* EXERCISE GOAL *
Look through the data below. Show each line where the string "serif" occurs.

###

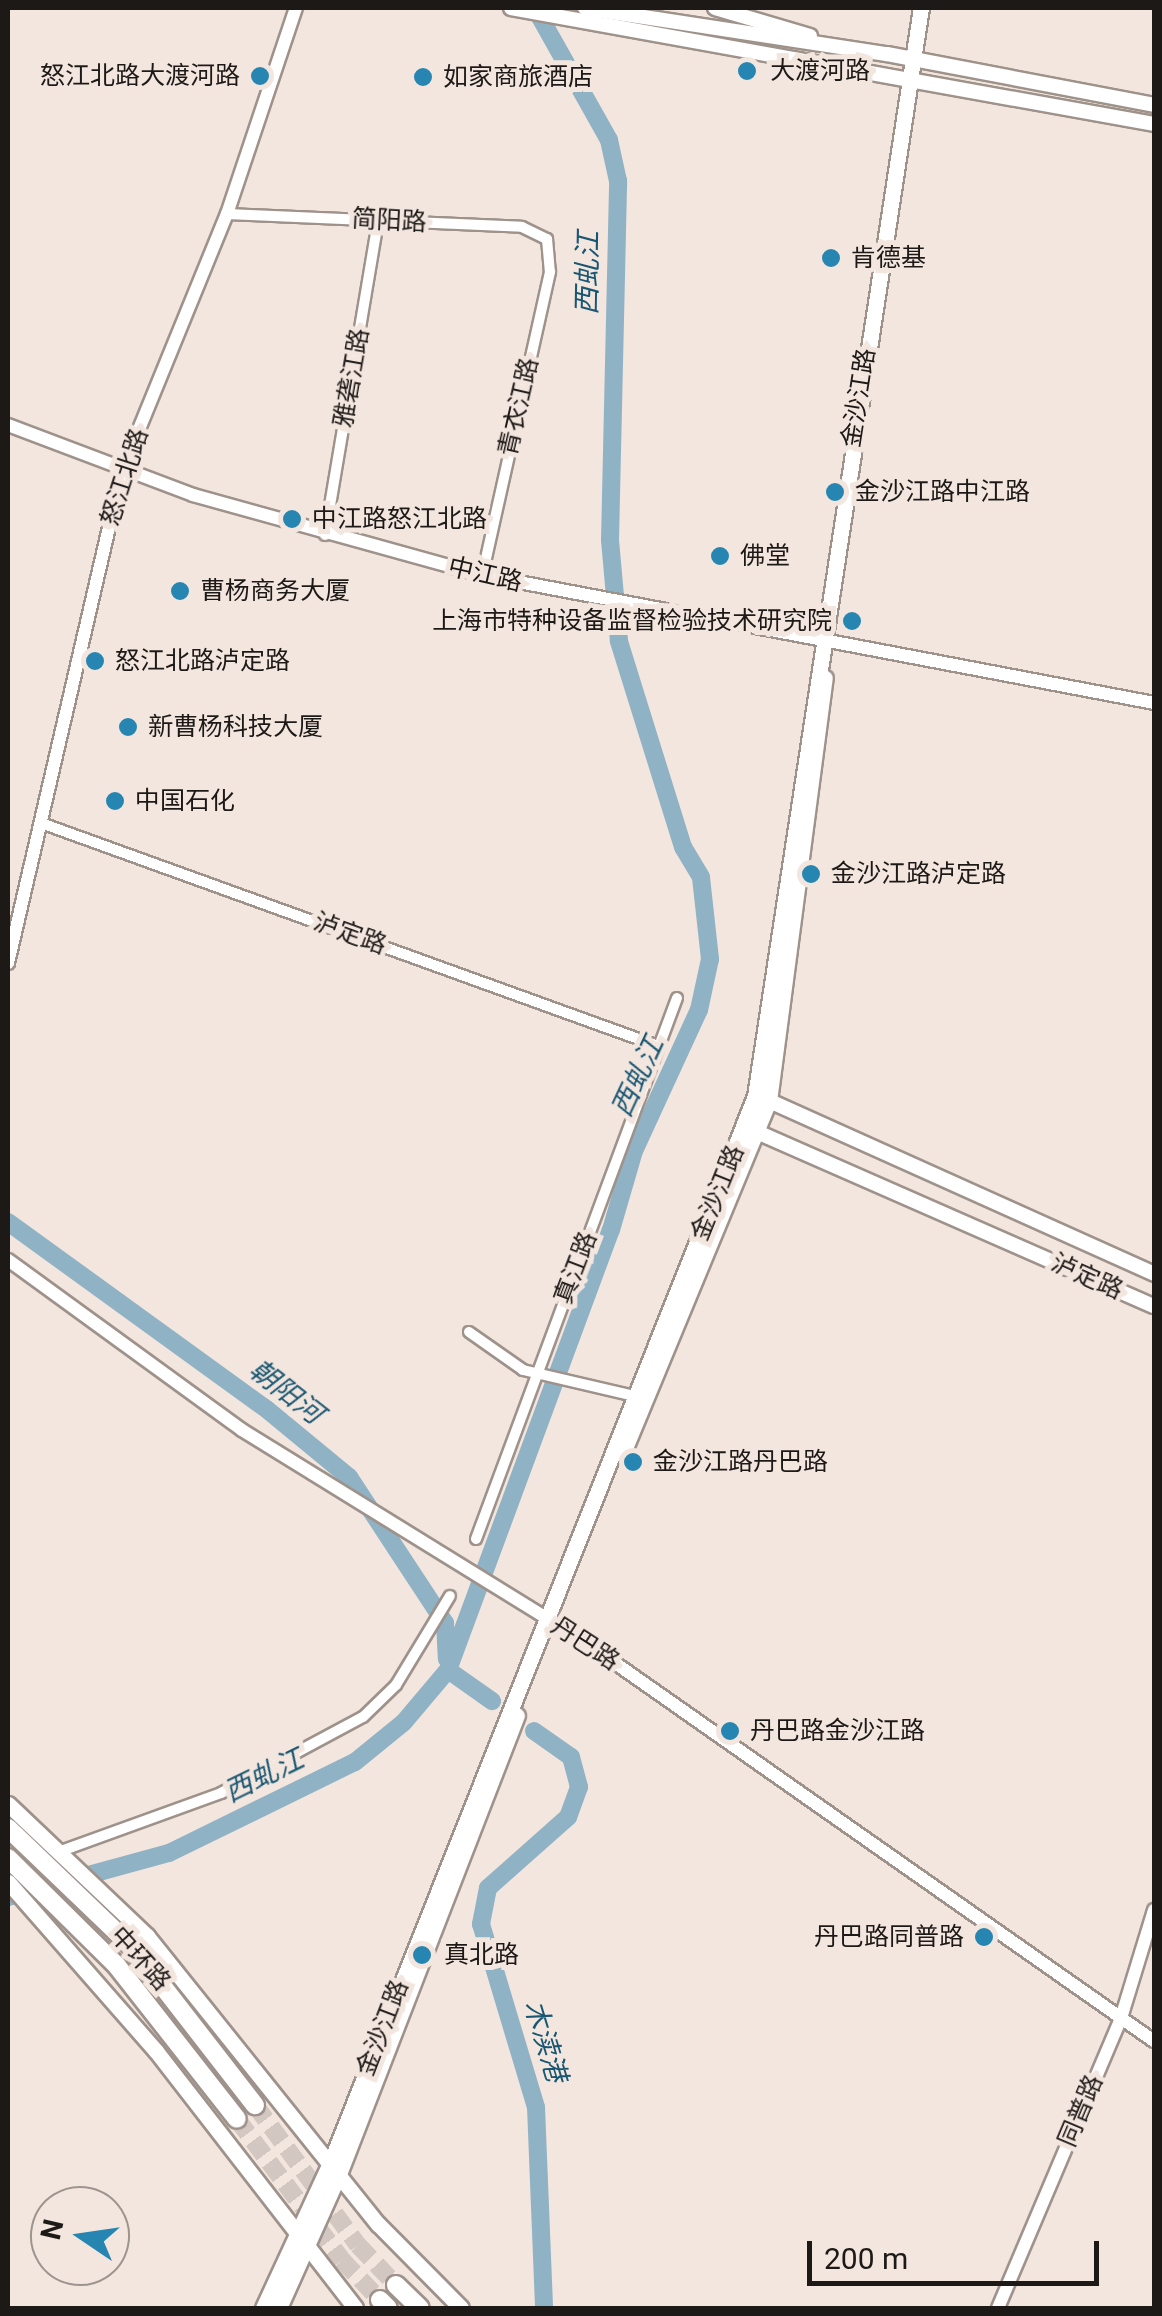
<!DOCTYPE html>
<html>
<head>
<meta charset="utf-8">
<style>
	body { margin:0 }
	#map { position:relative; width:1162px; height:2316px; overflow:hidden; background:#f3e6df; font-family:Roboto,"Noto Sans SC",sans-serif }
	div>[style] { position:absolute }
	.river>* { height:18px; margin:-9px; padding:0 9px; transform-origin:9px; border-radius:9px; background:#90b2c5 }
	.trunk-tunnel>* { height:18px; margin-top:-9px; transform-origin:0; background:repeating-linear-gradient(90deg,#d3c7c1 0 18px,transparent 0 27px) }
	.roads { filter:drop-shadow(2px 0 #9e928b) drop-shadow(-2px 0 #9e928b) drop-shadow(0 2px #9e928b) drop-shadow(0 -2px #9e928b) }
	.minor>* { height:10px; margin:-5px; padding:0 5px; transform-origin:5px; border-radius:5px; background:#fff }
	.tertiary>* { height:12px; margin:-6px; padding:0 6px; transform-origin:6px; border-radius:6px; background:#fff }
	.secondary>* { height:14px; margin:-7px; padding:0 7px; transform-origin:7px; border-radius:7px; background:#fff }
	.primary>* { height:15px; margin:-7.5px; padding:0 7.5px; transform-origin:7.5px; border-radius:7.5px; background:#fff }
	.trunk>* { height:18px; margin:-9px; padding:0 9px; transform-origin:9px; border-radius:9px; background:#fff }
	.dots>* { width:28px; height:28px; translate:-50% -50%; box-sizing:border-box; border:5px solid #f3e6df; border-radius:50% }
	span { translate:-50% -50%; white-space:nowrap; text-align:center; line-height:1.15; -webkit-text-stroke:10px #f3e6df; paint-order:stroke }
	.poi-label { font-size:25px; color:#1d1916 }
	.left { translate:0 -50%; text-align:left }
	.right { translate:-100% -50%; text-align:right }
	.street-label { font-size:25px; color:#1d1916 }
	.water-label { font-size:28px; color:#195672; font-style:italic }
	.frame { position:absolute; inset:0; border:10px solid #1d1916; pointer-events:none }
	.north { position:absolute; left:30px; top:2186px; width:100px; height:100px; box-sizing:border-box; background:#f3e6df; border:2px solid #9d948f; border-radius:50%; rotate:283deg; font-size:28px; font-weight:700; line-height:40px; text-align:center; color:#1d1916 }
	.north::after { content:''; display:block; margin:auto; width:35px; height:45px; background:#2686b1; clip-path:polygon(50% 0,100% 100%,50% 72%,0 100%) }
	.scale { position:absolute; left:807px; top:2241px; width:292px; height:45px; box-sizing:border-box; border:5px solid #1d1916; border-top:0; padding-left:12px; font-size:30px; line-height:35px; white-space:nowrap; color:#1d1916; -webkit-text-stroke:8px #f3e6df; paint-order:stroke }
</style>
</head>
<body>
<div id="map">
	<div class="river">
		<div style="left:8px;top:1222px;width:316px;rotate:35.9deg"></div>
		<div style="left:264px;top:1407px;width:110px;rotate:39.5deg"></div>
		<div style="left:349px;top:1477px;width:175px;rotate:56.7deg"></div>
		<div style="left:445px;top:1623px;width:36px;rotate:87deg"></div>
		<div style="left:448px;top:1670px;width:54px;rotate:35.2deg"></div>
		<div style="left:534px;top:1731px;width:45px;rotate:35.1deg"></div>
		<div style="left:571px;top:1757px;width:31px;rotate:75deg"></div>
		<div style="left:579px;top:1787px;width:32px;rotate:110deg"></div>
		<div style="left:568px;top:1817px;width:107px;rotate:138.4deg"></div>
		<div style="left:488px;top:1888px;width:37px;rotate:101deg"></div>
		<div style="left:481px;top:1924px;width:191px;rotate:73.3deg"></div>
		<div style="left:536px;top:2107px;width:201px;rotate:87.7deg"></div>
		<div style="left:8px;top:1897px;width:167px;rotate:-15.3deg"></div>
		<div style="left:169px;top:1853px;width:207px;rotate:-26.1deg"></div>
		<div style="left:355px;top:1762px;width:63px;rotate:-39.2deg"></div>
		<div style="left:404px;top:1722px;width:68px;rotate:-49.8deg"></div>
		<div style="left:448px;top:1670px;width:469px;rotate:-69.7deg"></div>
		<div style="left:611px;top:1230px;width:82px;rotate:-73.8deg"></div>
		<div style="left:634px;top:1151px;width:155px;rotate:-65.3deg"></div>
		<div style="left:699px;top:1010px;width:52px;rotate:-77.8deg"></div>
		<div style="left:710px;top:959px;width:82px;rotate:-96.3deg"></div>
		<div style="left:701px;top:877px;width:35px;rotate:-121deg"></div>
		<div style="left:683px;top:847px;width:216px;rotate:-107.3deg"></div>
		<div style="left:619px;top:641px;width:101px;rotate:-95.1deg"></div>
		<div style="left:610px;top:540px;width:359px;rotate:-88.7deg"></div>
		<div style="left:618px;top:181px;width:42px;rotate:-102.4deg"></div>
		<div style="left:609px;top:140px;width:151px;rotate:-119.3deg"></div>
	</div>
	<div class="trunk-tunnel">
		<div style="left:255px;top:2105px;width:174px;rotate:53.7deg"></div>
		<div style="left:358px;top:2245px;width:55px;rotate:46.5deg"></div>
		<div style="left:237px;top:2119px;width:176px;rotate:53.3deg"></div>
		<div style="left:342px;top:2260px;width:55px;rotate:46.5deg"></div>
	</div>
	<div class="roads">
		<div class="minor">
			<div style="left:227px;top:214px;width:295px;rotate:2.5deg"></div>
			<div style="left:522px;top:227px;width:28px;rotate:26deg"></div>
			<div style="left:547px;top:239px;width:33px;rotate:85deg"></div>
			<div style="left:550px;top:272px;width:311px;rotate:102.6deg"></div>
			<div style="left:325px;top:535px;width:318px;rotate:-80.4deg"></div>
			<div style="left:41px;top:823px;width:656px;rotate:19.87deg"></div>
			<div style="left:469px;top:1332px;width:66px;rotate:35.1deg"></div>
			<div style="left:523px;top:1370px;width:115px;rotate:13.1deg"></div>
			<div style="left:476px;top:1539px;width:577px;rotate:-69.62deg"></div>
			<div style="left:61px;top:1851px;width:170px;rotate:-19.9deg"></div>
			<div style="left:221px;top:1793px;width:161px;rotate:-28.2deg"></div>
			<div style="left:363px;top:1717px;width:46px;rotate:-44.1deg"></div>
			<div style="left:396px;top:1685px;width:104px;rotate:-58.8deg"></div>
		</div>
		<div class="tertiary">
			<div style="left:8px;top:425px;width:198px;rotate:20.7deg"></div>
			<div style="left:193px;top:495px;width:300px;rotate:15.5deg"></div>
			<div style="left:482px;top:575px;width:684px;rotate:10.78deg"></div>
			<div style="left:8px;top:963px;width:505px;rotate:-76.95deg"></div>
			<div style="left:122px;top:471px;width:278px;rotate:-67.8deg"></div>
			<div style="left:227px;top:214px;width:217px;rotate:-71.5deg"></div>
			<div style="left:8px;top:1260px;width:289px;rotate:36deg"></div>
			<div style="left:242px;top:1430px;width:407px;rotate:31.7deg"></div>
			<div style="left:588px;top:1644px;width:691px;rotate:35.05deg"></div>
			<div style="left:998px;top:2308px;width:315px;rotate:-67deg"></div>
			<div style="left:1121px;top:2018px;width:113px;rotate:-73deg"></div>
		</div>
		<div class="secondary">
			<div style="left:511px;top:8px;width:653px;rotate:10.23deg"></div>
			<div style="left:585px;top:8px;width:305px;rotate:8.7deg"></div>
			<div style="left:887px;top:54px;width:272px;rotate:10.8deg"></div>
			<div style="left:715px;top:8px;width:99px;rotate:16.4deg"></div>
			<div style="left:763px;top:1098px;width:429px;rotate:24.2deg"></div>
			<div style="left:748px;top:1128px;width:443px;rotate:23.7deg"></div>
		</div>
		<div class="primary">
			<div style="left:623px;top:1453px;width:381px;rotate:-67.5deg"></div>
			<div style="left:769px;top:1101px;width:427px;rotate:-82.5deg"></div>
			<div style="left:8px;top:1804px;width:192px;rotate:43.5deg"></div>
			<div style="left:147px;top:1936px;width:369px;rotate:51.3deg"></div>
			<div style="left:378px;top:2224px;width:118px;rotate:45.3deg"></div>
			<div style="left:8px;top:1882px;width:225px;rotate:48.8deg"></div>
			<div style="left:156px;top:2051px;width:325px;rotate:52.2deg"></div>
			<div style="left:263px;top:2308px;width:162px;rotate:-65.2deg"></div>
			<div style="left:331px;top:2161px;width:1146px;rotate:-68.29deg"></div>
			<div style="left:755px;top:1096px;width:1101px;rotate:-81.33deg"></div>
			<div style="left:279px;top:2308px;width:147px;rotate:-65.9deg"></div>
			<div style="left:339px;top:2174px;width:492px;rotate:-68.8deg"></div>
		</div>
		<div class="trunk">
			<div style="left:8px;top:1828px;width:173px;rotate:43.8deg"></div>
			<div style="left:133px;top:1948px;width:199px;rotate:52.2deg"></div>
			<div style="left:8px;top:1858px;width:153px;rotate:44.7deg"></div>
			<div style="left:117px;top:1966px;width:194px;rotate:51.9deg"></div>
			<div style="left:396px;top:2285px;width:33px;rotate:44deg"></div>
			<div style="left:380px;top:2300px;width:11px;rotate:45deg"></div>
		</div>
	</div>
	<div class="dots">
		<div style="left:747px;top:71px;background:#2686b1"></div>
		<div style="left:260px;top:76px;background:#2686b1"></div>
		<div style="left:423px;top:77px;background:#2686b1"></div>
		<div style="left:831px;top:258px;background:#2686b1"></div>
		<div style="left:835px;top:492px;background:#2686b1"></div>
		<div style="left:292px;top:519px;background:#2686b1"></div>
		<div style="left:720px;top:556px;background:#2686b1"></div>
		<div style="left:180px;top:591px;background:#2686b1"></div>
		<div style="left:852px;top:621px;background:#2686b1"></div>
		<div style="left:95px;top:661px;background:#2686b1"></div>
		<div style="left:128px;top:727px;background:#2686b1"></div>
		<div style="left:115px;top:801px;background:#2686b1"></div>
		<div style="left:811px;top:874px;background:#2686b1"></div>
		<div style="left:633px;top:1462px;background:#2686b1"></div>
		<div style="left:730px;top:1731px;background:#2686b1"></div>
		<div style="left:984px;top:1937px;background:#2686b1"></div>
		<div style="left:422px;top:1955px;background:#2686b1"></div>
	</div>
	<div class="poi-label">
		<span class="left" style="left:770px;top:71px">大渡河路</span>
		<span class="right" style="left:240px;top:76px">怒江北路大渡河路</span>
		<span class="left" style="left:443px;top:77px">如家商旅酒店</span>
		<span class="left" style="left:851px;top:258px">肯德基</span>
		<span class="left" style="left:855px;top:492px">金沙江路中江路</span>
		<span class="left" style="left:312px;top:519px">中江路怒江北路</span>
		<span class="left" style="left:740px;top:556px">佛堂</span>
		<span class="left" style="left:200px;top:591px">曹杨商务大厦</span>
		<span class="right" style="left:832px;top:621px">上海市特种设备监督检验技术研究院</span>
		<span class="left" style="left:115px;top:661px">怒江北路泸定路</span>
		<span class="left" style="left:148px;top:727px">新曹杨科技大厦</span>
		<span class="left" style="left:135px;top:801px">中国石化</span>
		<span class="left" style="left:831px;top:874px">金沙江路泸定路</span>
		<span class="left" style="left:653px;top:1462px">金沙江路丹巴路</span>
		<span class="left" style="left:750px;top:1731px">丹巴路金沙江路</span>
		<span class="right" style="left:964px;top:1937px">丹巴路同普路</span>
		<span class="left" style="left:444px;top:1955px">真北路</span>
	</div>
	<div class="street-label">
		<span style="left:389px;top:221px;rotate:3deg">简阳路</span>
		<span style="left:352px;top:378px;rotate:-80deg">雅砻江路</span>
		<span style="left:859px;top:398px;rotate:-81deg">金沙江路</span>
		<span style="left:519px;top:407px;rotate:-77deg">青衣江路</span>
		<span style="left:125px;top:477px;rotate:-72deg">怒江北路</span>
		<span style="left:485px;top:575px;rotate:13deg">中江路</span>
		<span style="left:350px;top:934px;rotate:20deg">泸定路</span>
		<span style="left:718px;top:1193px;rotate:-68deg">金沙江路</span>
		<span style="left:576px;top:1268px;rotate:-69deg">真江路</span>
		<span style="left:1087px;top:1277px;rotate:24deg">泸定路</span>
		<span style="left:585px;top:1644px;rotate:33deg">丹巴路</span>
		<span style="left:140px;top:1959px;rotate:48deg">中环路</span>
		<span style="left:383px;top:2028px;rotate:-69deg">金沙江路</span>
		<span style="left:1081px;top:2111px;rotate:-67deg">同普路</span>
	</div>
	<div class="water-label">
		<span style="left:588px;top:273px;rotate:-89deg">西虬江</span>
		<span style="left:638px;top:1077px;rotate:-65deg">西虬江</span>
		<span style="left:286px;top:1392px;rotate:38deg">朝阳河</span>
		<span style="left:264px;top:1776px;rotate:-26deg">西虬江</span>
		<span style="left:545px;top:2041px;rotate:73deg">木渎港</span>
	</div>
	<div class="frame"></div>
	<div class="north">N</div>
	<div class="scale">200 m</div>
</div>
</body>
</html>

###

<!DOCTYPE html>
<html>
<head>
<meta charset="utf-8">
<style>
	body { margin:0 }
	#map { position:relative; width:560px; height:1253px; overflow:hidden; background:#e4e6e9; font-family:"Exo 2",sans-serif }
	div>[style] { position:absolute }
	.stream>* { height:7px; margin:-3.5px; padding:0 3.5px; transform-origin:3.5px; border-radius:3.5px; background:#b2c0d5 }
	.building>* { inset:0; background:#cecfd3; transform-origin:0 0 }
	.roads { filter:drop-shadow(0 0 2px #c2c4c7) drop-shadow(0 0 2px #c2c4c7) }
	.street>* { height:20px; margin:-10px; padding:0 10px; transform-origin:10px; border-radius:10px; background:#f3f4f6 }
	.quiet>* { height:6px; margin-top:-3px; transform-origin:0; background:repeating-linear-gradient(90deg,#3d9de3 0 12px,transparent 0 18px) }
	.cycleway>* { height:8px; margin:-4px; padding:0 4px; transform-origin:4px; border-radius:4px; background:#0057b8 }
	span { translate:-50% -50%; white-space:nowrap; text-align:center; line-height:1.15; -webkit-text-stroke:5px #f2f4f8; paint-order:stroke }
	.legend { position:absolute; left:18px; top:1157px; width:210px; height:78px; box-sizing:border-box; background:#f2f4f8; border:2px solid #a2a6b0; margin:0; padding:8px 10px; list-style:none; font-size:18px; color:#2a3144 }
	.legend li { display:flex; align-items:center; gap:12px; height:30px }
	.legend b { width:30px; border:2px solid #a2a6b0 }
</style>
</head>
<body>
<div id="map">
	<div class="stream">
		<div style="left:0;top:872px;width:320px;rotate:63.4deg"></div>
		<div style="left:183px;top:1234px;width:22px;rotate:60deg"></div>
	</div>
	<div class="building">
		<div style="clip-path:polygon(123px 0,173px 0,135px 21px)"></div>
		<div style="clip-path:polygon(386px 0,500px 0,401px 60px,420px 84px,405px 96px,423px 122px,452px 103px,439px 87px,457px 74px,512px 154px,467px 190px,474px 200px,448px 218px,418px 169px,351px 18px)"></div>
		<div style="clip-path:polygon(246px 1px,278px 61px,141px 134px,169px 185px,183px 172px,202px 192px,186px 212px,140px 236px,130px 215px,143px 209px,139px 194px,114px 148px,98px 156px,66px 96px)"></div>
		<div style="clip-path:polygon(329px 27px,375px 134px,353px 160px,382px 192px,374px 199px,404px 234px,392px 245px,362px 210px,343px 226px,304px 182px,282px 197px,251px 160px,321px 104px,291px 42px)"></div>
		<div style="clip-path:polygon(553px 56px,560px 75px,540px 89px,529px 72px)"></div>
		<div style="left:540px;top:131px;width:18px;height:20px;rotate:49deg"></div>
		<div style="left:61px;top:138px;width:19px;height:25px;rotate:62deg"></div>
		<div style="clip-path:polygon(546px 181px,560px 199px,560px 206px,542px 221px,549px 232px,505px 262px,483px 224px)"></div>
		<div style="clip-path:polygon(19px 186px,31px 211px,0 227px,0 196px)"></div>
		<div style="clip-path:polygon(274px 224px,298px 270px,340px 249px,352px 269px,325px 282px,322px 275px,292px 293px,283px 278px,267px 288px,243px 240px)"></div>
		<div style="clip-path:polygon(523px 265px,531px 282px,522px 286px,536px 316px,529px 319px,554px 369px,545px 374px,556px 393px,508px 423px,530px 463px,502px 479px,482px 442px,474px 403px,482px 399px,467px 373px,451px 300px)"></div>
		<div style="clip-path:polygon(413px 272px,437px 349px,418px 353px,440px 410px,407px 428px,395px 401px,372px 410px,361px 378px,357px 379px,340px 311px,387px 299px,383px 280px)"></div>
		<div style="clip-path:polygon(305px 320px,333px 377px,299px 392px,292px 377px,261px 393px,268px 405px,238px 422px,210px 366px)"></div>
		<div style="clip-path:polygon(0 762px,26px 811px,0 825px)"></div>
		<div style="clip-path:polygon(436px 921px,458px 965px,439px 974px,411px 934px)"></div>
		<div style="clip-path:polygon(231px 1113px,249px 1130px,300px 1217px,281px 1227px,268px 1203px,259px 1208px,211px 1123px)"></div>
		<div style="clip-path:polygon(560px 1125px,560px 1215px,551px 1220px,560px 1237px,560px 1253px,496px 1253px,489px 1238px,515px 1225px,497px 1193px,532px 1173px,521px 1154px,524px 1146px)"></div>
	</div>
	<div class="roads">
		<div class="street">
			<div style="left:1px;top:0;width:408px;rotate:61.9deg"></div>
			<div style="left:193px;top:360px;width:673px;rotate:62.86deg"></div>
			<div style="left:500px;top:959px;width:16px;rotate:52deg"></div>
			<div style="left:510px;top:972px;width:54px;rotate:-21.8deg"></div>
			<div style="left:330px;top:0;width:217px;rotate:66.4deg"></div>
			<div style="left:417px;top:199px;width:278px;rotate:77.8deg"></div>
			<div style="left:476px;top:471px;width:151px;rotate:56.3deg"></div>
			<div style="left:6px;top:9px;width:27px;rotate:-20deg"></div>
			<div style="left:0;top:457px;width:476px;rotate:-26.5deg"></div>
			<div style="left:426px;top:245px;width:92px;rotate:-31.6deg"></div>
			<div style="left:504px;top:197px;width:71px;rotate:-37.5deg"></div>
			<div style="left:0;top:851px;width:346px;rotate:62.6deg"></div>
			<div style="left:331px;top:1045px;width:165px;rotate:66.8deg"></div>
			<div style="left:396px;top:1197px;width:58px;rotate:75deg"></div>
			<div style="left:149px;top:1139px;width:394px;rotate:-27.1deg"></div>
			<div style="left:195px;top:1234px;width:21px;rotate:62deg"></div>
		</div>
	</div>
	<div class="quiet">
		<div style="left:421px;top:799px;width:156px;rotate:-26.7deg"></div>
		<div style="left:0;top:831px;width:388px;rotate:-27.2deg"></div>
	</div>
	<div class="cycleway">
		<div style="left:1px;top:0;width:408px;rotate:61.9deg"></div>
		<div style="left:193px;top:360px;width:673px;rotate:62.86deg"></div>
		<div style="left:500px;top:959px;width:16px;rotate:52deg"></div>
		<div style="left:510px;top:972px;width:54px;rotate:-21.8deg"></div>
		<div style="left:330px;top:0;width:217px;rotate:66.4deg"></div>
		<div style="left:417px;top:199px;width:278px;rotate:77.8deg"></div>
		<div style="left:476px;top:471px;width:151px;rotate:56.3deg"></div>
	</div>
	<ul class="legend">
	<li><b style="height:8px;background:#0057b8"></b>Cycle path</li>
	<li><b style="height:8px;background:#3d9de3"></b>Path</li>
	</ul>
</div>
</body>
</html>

###

* RESULT OF THE EXERCISE *
	#map { position:relative; width:1162px; height:2316px; overflow:hidden; background:#f3e6df; font-family:Roboto,"Noto Sans SC",sans-serif }
	#map { position:relative; width:560px; height:1253px; overflow:hidden; background:#e4e6e9; font-family:"Exo 2",sans-serif }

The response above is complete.